Negative confirmations provide less persuasive audit evidence.

Worked example

### Example 1

Example — Positive Confirmation (Blank type): Auditor sends a letter to a debtor stating: "Please confirm the balance outstanding as on 31st March in your records." The debtor fills in the amount. This is stronger than pre-printing the balance because it forces the debtor to verify independently.

### Example 2

Example — Negative Confirmation: Auditor sends a letter to 500 small debtors: "If you disagree with the balance of ₹1,200 shown in our records, please respond within 14 days." Only those who disagree respond.
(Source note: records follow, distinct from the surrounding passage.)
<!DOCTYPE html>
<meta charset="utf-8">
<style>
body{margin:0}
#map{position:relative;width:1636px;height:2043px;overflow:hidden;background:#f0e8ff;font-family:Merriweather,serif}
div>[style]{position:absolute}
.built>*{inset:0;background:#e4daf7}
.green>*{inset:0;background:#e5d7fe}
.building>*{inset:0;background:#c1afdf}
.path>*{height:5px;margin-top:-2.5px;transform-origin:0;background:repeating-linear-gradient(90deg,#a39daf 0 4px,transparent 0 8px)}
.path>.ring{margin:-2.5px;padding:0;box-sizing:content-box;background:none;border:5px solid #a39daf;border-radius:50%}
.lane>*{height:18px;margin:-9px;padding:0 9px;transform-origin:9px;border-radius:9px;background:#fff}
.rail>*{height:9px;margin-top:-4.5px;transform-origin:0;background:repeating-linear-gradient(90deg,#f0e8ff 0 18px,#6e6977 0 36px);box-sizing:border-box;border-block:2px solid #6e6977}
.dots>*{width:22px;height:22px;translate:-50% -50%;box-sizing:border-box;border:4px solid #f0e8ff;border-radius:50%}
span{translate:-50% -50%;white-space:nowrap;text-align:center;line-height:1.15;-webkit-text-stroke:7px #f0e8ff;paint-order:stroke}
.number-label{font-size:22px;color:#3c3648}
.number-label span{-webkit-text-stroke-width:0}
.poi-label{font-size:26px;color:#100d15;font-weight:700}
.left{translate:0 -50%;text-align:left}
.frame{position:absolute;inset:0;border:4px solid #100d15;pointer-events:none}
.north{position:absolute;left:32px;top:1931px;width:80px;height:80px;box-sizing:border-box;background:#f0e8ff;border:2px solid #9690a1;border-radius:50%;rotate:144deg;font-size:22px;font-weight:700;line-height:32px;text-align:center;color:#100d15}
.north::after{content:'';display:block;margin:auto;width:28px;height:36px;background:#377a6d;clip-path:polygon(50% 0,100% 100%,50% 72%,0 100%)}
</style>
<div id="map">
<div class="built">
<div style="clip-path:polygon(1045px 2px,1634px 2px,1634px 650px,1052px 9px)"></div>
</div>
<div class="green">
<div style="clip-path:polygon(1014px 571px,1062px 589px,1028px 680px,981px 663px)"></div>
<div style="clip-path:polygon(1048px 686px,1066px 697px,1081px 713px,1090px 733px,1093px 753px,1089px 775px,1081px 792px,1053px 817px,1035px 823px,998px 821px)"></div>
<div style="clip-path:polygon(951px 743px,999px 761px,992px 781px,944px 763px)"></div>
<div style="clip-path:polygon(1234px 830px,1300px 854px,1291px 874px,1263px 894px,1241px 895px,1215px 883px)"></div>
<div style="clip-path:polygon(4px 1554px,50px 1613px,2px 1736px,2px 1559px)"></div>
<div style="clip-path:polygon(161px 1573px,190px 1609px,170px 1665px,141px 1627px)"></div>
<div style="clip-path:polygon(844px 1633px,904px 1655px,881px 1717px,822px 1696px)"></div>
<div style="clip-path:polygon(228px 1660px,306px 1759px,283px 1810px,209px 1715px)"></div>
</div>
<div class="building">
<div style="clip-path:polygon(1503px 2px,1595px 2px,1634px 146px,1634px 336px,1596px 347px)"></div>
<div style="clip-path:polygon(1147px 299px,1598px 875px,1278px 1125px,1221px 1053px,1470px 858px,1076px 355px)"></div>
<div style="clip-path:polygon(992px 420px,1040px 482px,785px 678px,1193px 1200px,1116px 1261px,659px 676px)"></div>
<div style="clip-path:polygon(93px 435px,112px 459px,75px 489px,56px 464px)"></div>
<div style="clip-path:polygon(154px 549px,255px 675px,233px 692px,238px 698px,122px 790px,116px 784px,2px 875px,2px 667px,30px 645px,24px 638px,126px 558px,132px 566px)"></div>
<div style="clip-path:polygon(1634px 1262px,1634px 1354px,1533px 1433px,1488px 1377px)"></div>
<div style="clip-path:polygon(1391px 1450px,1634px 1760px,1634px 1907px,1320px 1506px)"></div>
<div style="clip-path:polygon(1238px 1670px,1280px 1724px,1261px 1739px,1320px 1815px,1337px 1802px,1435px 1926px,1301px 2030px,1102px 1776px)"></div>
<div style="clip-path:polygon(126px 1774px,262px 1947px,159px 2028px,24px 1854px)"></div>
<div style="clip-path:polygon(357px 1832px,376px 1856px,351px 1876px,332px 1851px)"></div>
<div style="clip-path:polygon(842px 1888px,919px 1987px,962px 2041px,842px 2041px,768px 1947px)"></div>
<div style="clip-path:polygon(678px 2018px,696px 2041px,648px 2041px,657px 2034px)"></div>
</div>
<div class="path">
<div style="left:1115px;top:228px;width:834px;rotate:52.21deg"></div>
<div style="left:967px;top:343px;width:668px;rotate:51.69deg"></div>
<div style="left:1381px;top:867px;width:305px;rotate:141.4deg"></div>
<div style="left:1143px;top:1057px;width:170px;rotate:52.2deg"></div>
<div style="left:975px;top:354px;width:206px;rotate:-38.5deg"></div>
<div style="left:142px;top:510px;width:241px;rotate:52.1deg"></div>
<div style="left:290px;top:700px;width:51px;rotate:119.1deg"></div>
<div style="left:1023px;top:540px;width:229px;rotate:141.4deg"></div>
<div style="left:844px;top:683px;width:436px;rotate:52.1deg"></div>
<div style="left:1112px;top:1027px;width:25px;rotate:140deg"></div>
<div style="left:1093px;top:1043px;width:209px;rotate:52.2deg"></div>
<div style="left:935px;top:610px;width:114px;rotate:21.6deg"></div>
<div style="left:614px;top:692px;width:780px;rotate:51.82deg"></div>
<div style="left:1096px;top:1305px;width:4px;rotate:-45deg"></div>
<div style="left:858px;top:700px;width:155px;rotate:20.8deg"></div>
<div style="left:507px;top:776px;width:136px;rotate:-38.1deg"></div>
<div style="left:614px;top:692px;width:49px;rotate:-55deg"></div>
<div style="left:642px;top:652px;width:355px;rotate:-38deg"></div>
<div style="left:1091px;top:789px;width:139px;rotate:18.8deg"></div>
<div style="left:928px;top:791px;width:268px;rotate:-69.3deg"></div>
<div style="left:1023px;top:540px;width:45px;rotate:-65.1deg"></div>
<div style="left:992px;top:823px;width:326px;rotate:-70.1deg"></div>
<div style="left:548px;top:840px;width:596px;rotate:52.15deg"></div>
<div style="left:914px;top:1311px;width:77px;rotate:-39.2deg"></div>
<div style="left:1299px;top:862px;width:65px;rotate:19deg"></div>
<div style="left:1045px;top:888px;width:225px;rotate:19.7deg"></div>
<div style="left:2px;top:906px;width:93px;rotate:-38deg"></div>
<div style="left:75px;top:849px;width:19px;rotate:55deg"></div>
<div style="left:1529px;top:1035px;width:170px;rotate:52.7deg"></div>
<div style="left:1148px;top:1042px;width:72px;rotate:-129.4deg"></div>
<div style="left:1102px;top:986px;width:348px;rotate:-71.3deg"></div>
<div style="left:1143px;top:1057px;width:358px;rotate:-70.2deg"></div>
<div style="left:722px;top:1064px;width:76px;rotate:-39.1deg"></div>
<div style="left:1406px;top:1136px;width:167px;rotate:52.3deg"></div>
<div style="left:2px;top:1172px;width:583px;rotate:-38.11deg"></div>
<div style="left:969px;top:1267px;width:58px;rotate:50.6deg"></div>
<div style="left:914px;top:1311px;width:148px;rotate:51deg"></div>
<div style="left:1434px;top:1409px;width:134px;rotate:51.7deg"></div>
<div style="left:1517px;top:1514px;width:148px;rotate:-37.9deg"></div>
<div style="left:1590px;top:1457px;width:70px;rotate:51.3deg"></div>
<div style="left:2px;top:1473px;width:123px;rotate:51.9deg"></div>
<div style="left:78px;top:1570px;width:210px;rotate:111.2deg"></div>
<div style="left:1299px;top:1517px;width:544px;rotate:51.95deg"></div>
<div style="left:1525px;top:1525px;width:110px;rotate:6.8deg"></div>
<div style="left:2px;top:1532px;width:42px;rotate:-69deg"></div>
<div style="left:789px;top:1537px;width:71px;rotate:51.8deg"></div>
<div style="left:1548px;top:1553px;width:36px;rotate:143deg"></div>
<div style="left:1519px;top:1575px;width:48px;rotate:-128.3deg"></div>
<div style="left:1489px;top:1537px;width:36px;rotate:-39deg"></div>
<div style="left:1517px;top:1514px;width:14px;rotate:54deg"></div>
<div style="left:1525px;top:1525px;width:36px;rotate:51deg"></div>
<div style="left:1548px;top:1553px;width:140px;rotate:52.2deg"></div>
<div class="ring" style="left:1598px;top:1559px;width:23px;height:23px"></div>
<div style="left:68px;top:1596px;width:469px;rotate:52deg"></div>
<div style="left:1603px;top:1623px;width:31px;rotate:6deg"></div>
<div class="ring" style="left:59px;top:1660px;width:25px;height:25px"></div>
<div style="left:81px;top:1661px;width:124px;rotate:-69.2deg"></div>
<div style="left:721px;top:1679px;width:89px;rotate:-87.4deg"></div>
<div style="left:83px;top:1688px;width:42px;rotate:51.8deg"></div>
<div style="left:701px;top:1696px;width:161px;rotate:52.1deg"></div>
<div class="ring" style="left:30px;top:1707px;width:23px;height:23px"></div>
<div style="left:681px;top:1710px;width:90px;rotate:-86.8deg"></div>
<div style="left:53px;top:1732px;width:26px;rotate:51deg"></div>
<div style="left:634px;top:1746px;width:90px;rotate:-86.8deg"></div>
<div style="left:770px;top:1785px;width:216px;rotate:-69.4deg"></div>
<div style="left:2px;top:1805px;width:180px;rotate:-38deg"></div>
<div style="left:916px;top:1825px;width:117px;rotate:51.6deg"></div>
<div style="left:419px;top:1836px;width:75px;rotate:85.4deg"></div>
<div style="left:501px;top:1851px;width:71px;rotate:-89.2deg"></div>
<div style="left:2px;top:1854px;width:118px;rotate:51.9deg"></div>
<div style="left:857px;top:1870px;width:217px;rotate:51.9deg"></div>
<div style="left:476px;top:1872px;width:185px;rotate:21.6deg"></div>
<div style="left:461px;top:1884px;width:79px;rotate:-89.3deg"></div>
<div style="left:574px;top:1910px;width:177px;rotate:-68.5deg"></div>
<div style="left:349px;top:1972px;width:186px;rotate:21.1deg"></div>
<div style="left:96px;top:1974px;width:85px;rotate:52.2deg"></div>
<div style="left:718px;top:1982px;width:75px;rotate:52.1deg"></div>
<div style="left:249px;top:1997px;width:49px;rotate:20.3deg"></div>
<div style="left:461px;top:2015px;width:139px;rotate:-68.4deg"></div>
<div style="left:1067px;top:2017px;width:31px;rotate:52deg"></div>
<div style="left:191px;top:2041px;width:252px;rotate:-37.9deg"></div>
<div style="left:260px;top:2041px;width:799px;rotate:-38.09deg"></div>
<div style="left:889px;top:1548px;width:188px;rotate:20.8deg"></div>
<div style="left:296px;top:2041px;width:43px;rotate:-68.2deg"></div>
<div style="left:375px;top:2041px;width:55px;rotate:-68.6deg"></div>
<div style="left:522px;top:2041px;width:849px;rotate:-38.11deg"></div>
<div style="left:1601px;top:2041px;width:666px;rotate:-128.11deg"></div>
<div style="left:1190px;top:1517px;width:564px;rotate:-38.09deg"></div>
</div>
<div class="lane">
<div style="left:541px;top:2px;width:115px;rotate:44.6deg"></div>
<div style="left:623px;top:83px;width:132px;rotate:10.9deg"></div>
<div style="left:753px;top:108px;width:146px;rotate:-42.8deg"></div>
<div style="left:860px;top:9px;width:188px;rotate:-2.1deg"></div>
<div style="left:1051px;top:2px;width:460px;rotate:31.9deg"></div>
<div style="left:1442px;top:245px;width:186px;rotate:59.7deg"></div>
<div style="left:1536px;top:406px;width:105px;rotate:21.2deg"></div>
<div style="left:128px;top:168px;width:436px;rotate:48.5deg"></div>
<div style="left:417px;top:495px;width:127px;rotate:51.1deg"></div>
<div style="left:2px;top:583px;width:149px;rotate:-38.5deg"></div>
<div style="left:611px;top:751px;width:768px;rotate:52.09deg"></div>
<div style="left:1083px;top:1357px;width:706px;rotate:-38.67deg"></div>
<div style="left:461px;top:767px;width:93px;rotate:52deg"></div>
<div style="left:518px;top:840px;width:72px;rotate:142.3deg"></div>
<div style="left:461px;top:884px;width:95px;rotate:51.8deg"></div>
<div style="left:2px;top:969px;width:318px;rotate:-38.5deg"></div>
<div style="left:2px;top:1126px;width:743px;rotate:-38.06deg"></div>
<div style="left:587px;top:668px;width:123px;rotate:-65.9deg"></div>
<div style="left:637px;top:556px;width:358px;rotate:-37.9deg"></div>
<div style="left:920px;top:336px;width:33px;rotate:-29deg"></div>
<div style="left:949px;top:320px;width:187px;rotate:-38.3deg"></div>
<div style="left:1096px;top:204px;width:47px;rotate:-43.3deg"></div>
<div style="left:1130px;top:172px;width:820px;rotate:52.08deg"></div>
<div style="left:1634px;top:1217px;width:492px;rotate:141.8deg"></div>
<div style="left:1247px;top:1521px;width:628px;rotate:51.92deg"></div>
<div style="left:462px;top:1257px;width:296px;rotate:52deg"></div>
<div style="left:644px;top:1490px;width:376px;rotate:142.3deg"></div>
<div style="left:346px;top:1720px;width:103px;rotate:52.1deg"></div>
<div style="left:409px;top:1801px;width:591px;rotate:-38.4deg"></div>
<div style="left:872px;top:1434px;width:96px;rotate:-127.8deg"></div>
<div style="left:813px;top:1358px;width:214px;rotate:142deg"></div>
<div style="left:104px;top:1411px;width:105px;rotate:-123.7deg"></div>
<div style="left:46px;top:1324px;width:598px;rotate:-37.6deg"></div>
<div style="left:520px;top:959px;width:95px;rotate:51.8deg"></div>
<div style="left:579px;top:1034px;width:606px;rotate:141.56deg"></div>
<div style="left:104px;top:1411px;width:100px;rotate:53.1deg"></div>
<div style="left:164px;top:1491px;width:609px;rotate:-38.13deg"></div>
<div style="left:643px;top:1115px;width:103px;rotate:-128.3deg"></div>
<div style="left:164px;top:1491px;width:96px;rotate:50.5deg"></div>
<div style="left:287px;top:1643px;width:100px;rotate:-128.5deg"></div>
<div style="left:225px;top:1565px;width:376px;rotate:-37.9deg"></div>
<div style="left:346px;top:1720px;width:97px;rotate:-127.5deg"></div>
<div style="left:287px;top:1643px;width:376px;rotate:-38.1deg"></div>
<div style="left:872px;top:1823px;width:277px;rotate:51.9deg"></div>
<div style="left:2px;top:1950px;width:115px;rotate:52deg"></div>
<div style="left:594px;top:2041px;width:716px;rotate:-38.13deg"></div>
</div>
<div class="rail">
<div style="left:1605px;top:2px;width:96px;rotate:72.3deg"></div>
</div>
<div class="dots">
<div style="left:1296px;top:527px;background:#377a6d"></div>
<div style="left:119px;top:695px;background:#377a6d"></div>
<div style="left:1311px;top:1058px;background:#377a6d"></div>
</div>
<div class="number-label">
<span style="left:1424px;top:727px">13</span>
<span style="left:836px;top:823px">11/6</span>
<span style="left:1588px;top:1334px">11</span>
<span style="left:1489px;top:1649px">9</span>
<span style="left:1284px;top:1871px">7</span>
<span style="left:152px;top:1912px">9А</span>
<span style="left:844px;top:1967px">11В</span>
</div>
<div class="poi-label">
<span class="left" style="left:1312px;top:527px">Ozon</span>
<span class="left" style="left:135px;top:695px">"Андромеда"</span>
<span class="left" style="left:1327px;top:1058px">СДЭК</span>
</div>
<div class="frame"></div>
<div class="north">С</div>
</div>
Useful only when ROMM is low, population is large and homogeneous, and a very low exception rate is expected.

### Example 3

Example — Exception: Confirmation sent to ABC Ltd showing ₹5,00,000 receivable. ABC Ltd responds that their records show ₹4,50,000. This ₹50,000 difference is an exception — auditor must investigate and assess implications for the entire population.

⚠️ Common exam mistakes

  • Confusing positive and negative confirmation requests: positive = must always respond; negative = respond only if you disagree.
  • Using negative confirmations as the sole substantive procedure — SA 505 prohibits this unless all four conditions (low ROMM, large homogeneous population, very low exception rate, recipients won't disregard requests) are simultaneously met.
  • Treating non-response to a positive confirmation as confirmation of the balance — non-response is NOT a confirmation; alternative procedures must be performed.
  • Overlooking the 'exception assessment' requirement: when an exception arises, it must be evaluated against the entire population, not just the one balance.
Bare-Act text Definitions · SA 505 — External Confirmations · click to expand
External confirmation is the audit evidence obtained as a direct written response to the auditor from a third party (the confirming party), in paper form, or by electronic or other medium.